* **PROBLEM DESCRIPTION**:
How many of the lines below have "service" in them? Say the number and nothing more.

* **INPUT DATA**:
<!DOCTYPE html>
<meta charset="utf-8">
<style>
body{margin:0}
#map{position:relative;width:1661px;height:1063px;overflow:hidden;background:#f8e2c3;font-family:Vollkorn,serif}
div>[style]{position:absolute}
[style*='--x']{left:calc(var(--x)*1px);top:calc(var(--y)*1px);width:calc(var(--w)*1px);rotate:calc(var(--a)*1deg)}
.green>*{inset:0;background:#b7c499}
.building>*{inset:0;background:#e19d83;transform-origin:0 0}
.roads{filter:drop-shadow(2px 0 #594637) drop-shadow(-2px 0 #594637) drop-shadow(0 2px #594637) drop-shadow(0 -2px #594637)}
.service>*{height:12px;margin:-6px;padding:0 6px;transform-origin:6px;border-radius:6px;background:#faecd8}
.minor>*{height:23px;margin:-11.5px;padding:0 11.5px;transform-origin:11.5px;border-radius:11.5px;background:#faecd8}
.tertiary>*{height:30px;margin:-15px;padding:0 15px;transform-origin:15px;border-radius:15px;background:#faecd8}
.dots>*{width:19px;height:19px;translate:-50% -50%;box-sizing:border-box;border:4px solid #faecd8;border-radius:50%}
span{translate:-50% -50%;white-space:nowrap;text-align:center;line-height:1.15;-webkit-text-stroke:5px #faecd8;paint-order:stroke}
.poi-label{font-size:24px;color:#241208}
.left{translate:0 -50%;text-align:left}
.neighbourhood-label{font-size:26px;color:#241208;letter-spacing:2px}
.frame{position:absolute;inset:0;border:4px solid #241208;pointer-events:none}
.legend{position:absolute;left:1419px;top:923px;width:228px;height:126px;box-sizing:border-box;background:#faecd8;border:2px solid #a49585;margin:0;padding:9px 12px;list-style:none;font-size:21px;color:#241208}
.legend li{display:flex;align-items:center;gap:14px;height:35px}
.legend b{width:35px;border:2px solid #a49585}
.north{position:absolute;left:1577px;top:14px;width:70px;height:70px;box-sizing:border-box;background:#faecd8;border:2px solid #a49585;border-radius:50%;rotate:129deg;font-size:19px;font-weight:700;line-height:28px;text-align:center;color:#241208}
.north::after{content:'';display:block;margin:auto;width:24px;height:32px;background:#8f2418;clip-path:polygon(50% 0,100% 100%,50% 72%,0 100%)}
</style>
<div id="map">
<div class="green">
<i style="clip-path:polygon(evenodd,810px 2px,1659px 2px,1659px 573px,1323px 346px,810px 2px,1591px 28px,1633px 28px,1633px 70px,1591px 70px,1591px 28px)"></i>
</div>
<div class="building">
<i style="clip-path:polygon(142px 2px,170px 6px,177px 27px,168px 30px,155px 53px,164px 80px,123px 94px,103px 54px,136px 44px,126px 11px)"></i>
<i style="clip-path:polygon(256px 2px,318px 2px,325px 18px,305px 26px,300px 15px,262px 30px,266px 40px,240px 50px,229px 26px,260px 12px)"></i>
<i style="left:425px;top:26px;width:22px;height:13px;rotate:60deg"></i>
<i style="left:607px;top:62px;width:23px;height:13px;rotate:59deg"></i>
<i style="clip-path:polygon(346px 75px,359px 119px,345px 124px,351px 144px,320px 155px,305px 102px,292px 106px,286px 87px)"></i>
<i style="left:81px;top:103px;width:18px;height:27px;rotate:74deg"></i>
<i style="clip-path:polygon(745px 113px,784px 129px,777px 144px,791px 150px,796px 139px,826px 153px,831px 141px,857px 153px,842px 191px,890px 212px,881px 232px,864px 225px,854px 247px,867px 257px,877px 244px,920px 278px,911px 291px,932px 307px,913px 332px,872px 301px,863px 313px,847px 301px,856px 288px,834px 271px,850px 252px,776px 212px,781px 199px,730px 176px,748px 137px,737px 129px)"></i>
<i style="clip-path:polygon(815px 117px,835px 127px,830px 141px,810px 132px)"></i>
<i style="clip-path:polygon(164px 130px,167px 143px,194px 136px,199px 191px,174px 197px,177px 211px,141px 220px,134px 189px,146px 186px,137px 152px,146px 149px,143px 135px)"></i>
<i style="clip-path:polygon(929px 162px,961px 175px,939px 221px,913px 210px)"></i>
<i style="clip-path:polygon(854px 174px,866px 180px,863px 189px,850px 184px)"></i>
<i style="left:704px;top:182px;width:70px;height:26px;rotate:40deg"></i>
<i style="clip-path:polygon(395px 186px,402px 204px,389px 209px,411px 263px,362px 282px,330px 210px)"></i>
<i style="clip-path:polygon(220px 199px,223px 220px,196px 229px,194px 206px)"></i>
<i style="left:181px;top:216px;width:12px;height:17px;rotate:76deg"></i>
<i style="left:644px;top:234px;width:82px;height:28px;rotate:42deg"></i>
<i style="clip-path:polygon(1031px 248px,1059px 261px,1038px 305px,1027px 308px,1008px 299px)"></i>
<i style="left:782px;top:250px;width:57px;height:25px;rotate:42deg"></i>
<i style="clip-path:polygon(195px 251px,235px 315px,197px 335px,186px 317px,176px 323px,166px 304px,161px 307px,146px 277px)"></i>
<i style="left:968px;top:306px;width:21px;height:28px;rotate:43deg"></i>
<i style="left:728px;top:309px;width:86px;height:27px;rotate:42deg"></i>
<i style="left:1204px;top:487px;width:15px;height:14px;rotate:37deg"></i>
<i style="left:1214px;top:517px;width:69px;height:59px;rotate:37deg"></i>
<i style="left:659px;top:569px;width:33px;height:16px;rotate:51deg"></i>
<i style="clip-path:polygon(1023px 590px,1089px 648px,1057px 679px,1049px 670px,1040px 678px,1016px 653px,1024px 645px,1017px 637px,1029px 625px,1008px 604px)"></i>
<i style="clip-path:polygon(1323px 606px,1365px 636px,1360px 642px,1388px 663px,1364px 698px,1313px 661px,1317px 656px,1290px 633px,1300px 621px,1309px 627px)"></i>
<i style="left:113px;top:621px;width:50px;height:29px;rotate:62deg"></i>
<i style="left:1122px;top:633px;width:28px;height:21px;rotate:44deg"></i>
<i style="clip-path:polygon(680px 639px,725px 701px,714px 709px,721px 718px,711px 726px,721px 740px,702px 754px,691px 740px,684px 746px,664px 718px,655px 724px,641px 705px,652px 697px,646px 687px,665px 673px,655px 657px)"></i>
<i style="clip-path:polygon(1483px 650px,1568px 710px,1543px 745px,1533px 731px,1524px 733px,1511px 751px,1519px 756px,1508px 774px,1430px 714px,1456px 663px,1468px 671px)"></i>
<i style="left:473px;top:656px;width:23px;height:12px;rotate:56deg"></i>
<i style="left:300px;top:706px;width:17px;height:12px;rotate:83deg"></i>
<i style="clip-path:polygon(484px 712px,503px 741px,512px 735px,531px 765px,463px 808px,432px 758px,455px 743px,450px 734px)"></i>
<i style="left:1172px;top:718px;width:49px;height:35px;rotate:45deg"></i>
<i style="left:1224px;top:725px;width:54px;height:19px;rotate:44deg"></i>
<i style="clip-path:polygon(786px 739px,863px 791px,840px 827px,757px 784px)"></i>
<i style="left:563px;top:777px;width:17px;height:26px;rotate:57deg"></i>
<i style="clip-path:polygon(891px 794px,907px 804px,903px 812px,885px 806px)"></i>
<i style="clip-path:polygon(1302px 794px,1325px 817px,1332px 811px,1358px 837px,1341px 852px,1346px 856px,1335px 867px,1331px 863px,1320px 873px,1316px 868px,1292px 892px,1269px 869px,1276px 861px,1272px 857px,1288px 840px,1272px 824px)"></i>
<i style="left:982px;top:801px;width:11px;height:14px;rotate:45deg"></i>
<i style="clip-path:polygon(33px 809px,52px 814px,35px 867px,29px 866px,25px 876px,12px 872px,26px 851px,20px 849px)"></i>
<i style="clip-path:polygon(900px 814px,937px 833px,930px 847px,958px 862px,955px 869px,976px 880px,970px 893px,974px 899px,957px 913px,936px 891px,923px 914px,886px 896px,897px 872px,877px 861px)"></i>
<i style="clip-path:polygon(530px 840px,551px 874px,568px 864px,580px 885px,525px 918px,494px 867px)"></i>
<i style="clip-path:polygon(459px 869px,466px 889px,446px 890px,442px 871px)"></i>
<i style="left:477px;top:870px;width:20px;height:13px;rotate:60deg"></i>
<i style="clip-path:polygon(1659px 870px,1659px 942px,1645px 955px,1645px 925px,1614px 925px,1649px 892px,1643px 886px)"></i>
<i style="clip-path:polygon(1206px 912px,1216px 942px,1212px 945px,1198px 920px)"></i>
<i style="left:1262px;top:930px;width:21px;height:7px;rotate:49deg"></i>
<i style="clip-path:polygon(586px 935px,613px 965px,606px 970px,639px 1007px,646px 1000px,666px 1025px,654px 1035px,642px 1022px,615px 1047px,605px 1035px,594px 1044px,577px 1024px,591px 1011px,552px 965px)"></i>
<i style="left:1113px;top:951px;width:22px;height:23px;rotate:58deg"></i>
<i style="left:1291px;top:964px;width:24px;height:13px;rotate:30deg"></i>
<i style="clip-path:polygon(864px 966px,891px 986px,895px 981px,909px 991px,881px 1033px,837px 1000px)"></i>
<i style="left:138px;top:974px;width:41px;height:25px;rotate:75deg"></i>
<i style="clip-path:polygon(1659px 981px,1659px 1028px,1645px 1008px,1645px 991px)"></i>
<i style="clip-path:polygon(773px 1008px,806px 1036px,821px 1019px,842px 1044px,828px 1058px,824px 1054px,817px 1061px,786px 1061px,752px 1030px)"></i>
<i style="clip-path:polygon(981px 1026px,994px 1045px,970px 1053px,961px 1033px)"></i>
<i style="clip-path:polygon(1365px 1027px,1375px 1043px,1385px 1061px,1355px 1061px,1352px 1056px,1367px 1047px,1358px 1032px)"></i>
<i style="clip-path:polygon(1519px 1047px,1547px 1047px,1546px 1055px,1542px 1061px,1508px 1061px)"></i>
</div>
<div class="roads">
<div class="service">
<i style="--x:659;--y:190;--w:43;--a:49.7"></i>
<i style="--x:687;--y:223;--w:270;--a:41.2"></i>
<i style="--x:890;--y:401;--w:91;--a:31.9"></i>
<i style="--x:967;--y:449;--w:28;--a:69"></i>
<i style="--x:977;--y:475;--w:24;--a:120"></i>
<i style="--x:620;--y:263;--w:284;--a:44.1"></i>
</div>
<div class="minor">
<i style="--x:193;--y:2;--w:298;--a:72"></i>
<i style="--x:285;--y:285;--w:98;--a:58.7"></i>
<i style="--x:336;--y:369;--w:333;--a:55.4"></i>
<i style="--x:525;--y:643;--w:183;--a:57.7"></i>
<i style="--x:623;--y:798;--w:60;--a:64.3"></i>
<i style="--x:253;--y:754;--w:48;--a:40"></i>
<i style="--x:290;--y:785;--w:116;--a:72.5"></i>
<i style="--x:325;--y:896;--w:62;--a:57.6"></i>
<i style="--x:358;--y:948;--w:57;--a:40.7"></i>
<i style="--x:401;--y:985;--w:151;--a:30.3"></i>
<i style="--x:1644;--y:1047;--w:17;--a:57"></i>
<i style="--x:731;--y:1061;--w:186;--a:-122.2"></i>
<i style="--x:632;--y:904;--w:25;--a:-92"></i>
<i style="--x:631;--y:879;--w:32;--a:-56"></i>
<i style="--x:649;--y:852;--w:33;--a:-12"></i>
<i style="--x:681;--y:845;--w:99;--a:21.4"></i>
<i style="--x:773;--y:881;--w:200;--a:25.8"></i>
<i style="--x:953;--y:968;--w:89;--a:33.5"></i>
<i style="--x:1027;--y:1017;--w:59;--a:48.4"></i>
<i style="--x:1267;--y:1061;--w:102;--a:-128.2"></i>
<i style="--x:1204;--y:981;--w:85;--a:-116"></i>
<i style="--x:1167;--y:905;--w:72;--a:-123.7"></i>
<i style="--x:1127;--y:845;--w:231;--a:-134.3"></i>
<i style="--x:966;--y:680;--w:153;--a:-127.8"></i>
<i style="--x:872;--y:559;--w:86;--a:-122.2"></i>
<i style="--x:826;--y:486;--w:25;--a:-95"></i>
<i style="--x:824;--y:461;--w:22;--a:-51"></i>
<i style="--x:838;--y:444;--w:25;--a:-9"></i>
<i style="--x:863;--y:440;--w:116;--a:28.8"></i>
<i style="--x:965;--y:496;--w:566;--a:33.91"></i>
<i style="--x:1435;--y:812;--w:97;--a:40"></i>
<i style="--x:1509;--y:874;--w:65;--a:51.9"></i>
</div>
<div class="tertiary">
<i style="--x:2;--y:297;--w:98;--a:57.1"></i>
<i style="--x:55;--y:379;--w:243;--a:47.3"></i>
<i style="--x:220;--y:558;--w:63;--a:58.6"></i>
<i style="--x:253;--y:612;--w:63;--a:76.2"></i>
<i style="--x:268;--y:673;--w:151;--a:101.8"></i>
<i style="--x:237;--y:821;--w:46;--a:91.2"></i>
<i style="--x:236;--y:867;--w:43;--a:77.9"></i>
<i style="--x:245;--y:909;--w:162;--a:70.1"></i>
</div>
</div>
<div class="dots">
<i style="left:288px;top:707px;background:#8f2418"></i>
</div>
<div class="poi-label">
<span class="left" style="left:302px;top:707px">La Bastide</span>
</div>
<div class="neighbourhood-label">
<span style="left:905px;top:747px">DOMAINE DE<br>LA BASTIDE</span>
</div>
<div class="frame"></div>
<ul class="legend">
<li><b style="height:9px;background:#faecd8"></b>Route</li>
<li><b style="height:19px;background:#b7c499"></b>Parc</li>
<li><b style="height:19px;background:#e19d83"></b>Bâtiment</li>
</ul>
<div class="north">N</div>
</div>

* **RESPONSE BELOW**:
2